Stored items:
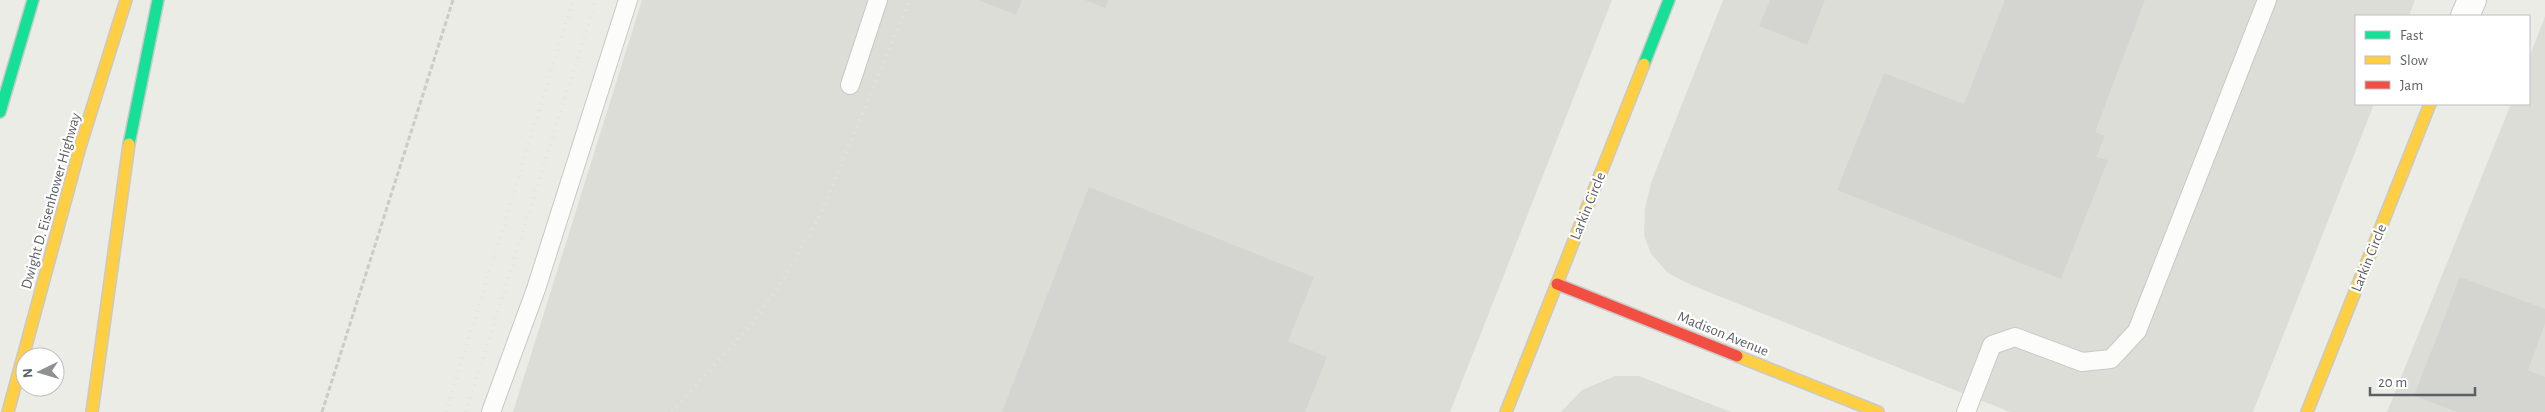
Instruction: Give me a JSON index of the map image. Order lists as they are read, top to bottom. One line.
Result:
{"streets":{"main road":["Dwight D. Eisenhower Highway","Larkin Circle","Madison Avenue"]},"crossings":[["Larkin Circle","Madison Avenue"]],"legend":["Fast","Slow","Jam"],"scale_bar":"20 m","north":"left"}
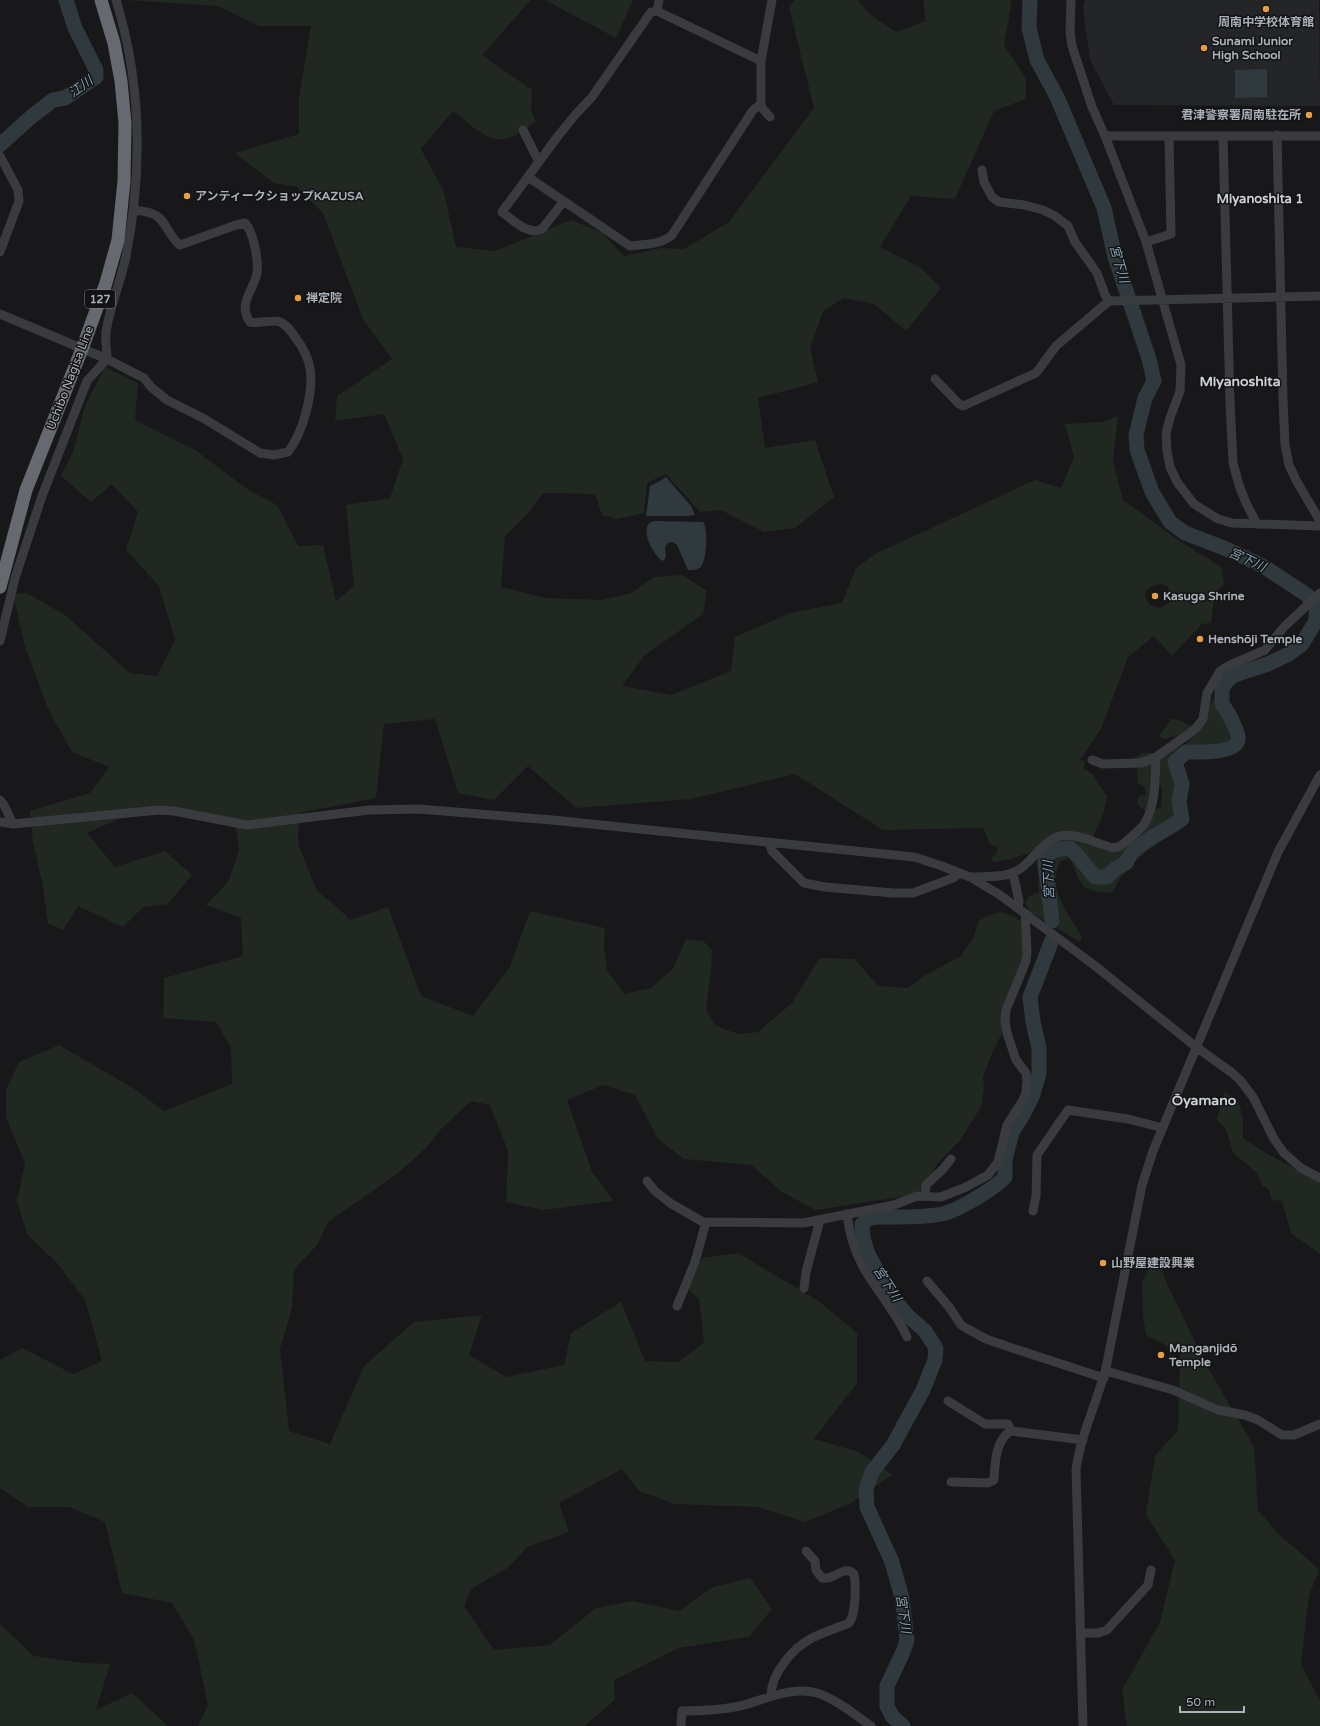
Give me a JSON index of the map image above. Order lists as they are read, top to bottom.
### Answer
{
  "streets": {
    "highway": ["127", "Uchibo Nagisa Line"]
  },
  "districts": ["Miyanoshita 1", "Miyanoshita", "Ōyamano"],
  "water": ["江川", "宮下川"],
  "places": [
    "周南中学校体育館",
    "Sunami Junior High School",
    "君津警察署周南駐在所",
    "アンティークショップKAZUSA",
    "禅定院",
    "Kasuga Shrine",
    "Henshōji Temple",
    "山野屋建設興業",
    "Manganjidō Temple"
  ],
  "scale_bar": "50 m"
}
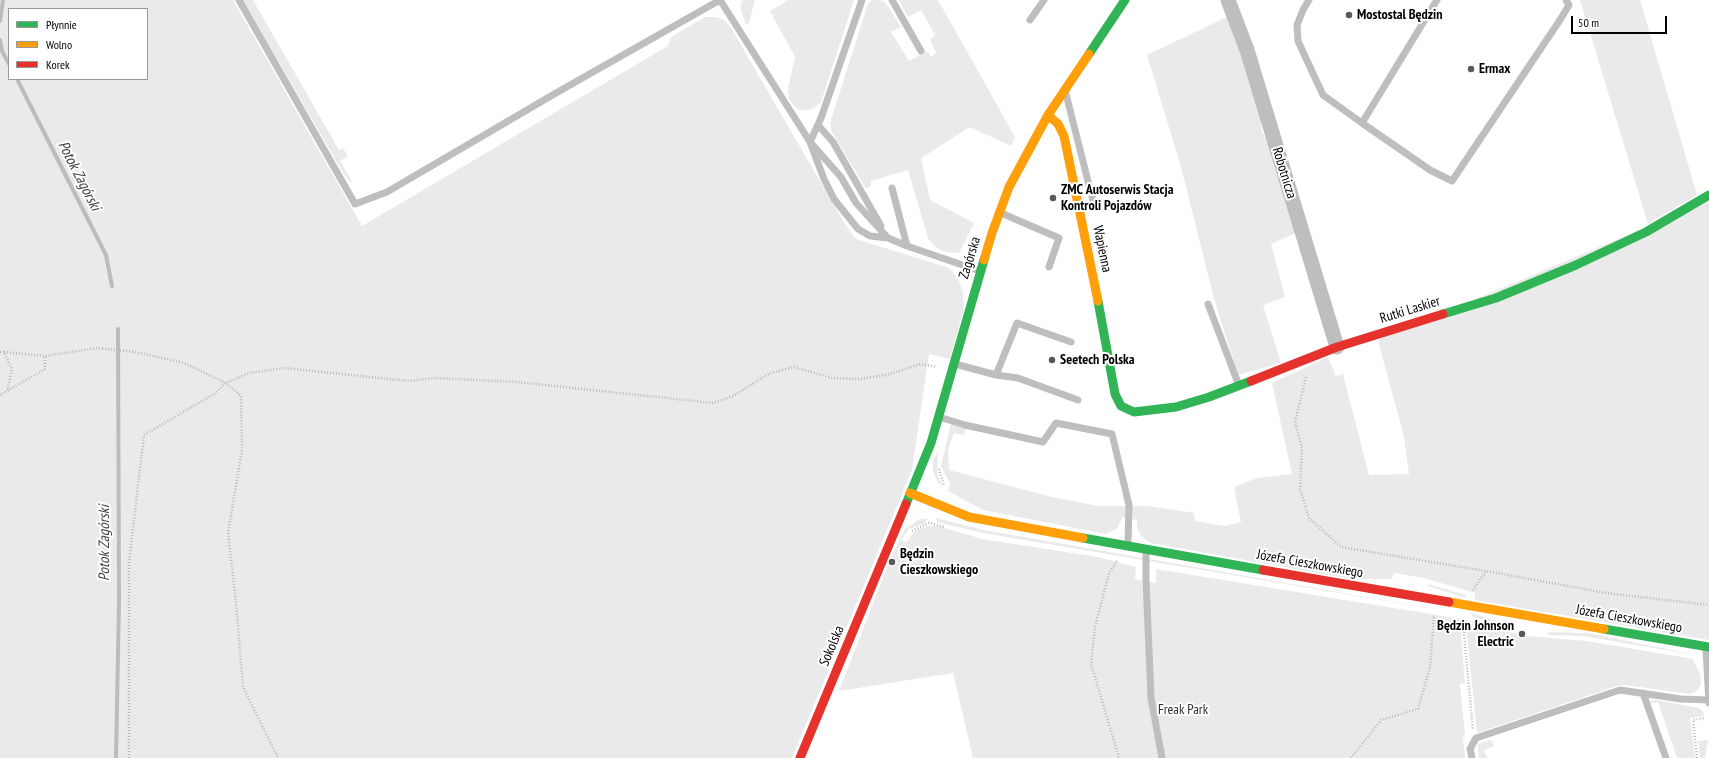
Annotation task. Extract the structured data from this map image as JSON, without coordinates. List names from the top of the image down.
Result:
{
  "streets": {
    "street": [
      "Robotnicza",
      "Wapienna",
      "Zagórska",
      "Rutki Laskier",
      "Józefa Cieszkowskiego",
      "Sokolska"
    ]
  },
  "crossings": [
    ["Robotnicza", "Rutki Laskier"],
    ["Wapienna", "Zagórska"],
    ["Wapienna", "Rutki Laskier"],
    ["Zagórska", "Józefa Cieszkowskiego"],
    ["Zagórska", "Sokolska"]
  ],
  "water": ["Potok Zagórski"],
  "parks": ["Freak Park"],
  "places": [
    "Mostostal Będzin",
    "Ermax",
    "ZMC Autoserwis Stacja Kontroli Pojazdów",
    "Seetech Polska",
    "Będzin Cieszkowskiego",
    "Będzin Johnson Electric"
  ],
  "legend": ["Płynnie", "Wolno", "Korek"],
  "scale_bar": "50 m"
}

WHAT IS REQUIRED
Your response must reproduce every line of the data exactly, with images omitted.

RESULT OF THIS EXERCISE
Instruction: Give me a JSON index of the map image. Order lists as they are read, top to bottom. One line.
Result:
{"streets":{"main road":["Dwight D. Eisenhower Highway","Larkin Circle","Madison Avenue"]},"crossings":[["Larkin Circle","Madison Avenue"]],"legend":["Fast","Slow","Jam"],"scale_bar":"20 m","north":"left"}
Give me a JSON index of the map image above. Order lists as they are read, top to bottom.
### Answer
{
  "streets": {
    "highway": ["127", "Uchibo Nagisa Line"]
  },
  "districts": ["Miyanoshita 1", "Miyanoshita", "Ōyamano"],
  "water": ["江川", "宮下川"],
  "places": [
    "周南中学校体育館",
    "Sunami Junior High School",
    "君津警察署周南駐在所",
    "アンティークショップKAZUSA",
    "禅定院",
    "Kasuga Shrine",
    "Henshōji Temple",
    "山野屋建設興業",
    "Manganjidō Temple"
  ],
  "scale_bar": "50 m"
}
Annotation task. Extract the structured data from this map image as JSON, without coordinates. List names from the top of the image down.
Result:
{
  "streets": {
    "street": [
      "Robotnicza",
      "Wapienna",
      "Zagórska",
      "Rutki Laskier",
      "Józefa Cieszkowskiego",
      "Sokolska"
    ]
  },
  "crossings": [
    ["Robotnicza", "Rutki Laskier"],
    ["Wapienna", "Zagórska"],
    ["Wapienna", "Rutki Laskier"],
    ["Zagórska", "Józefa Cieszkowskiego"],
    ["Zagórska", "Sokolska"]
  ],
  "water": ["Potok Zagórski"],
  "parks": ["Freak Park"],
  "places": [
    "Mostostal Będzin",
    "Ermax",
    "ZMC Autoserwis Stacja Kontroli Pojazdów",
    "Seetech Polska",
    "Będzin Cieszkowskiego",
    "Będzin Johnson Electric"
  ],
  "legend": ["Płynnie", "Wolno", "Korek"],
  "scale_bar": "50 m"
}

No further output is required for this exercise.